As dense as Bush is he at least recognizes that a withdrawal from Iraq and the consequent ethnic unrest that will result will be a tacit admission that critics of the war were right. He's too small a man to let that situation arise, even if it means the deaths of more of our troops.

I still think we should get out as quickly as possible and should do so under the auspices of some sort of arab-centric international peacekeeping force. That's why the failure of Kerry to win the presidency, despite his own many weaknesses, was a true tragedy for the world.

Monday, June 19, 2006

Don’t listen to that guy. He’s trying to lead you down the path of righteousness. I’m gonna lead you down the path that ROCKS.

Sigh.

I just wrote a very long post complete with linky and quoty thingies and everything as it went into spell-check hell.

I'll sum it up-

There were two messages that came out of Iraq last week.

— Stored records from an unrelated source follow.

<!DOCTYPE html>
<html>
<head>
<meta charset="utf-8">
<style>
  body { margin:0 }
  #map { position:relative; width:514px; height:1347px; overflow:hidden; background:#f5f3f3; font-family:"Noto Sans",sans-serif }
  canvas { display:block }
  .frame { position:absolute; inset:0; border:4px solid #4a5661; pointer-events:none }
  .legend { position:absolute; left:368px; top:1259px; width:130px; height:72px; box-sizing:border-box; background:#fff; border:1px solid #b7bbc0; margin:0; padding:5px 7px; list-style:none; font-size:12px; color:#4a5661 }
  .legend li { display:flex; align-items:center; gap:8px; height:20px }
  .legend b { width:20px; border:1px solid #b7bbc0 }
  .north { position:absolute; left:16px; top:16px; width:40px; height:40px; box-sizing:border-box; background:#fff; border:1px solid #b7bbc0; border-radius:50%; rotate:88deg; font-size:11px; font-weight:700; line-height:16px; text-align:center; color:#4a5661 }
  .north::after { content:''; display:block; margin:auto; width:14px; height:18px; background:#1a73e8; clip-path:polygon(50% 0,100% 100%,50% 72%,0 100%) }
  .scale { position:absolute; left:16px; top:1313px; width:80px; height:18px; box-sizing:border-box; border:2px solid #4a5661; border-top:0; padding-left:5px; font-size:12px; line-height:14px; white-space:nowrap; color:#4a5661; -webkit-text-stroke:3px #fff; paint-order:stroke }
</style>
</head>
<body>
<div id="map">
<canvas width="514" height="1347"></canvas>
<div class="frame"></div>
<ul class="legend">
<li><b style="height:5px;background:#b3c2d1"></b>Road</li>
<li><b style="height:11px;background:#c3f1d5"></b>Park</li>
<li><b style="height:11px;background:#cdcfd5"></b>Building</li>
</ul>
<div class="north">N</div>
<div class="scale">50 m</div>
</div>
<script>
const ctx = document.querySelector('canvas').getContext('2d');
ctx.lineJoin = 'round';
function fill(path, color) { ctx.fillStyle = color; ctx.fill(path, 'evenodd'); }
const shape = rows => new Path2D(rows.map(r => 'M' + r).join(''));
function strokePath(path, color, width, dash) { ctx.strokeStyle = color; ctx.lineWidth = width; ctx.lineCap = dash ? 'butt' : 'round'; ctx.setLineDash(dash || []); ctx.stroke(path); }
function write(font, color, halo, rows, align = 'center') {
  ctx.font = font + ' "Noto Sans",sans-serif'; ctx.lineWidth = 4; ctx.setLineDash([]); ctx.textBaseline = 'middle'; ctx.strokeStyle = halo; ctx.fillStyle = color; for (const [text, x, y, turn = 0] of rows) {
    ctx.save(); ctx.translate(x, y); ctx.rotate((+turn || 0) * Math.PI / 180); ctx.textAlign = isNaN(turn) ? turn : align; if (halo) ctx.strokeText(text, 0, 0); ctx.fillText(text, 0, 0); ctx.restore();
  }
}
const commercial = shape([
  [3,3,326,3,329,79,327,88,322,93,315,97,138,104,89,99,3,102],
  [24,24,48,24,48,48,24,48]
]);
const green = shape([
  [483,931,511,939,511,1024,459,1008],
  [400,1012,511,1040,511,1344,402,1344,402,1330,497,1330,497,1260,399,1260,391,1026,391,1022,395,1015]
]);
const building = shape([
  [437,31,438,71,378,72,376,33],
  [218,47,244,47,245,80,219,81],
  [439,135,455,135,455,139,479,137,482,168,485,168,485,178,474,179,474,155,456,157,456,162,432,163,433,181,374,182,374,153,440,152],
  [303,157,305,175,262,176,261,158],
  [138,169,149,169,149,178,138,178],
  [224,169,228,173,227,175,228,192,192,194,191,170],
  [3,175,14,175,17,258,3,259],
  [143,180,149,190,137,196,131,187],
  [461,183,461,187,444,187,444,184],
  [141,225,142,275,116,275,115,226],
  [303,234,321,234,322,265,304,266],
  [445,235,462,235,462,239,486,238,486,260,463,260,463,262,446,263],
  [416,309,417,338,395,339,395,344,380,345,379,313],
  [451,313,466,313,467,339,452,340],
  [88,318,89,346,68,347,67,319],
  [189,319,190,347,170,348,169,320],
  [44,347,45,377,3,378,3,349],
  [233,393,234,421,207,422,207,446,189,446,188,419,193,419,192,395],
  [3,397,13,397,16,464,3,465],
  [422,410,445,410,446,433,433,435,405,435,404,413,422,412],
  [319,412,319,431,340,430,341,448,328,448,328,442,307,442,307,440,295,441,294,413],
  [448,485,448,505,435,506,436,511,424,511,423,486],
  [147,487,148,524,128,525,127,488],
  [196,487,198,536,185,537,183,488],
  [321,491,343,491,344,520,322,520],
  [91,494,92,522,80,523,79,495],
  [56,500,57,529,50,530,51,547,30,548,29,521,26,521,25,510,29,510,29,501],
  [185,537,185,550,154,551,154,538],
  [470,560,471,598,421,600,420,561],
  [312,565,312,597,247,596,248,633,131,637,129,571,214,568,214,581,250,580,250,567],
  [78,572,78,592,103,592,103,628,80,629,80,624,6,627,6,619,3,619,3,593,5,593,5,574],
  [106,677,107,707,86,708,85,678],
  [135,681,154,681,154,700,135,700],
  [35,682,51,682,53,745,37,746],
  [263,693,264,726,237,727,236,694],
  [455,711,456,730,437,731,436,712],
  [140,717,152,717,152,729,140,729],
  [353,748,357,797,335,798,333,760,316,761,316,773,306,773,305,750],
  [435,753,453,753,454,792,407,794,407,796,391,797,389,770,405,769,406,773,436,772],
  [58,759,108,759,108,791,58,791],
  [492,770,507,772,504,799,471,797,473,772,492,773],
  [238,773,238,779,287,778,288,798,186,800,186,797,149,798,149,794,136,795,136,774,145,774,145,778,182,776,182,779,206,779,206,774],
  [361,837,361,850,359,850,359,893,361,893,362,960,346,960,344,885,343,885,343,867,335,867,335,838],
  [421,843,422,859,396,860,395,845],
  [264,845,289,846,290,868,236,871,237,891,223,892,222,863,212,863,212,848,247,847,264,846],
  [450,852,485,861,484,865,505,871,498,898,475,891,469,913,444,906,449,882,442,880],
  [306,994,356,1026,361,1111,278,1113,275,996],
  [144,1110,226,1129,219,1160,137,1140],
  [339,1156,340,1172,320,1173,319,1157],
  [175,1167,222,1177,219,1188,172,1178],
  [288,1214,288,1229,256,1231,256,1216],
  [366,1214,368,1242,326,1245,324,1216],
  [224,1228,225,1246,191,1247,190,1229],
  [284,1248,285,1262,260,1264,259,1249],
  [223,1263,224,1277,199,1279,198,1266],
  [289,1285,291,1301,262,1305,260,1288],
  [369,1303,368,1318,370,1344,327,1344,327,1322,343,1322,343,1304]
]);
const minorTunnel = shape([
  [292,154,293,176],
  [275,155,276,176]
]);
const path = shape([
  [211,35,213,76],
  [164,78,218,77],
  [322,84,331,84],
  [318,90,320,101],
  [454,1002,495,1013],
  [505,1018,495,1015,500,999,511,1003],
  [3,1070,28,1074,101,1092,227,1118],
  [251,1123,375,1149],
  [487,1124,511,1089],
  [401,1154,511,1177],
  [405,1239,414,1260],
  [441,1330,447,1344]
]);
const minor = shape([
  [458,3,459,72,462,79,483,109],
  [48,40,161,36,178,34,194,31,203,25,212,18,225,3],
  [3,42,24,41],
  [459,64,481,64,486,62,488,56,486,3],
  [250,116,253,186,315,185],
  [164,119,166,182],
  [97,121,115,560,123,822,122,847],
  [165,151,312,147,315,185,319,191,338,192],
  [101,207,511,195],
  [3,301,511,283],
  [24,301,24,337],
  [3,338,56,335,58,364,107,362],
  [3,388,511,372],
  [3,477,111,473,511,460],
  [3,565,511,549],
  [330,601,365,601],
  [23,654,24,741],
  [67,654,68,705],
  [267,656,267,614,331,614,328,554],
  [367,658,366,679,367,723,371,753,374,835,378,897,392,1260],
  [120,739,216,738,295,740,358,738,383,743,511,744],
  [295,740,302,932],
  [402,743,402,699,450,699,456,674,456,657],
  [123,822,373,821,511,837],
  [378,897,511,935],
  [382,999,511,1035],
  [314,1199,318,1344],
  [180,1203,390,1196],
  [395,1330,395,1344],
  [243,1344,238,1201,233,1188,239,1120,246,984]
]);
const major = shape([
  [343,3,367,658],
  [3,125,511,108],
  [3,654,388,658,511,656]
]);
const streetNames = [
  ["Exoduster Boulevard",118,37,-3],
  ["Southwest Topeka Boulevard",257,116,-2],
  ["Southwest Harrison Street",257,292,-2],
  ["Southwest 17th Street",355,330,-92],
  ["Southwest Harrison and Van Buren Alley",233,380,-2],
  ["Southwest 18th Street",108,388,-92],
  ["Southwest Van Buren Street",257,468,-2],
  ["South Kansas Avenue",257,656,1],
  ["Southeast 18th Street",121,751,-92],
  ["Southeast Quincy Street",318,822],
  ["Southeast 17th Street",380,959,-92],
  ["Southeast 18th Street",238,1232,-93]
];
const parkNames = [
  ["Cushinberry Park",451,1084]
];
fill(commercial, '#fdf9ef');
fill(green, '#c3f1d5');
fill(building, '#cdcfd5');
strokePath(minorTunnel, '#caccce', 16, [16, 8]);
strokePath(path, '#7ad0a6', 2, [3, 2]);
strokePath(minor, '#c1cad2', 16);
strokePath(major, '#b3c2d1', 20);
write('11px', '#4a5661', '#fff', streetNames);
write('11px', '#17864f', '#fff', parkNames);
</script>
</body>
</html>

The first was reported by the Christian Science Monitor and described an Al-Qaeda memo (To: all insurgents From: Zarqawi Re: Misc. Items. Order 3" post-its and staples, brew another pot of coffee if you drink the last cup and blow up a bus) which purportedly described a deteriorating situation for the insurgency in which they were becoming less and less safe by the day. They warned that if they didn't get help they wouldn't be long for Iraq.

The other was a memo that the Washington Post got hold of from the U.S. Ambassador to Iraq describing a deteriorating situation in which they, and Iraqi workers at the embassy, were becoming less and less safe by the day. They warned that if they didn't get help they wouldn't be long for Iraq.

Right-wing radio personalities, chickenhawk conservative bloggers and blowhard congressional Republicans were faced with a dilemma. Do they believe the word of our mortal enemies; the Al-Qaeda terrorists, or do they believe the word of our own representatives in Iraq?

They go with the terrorists, of course.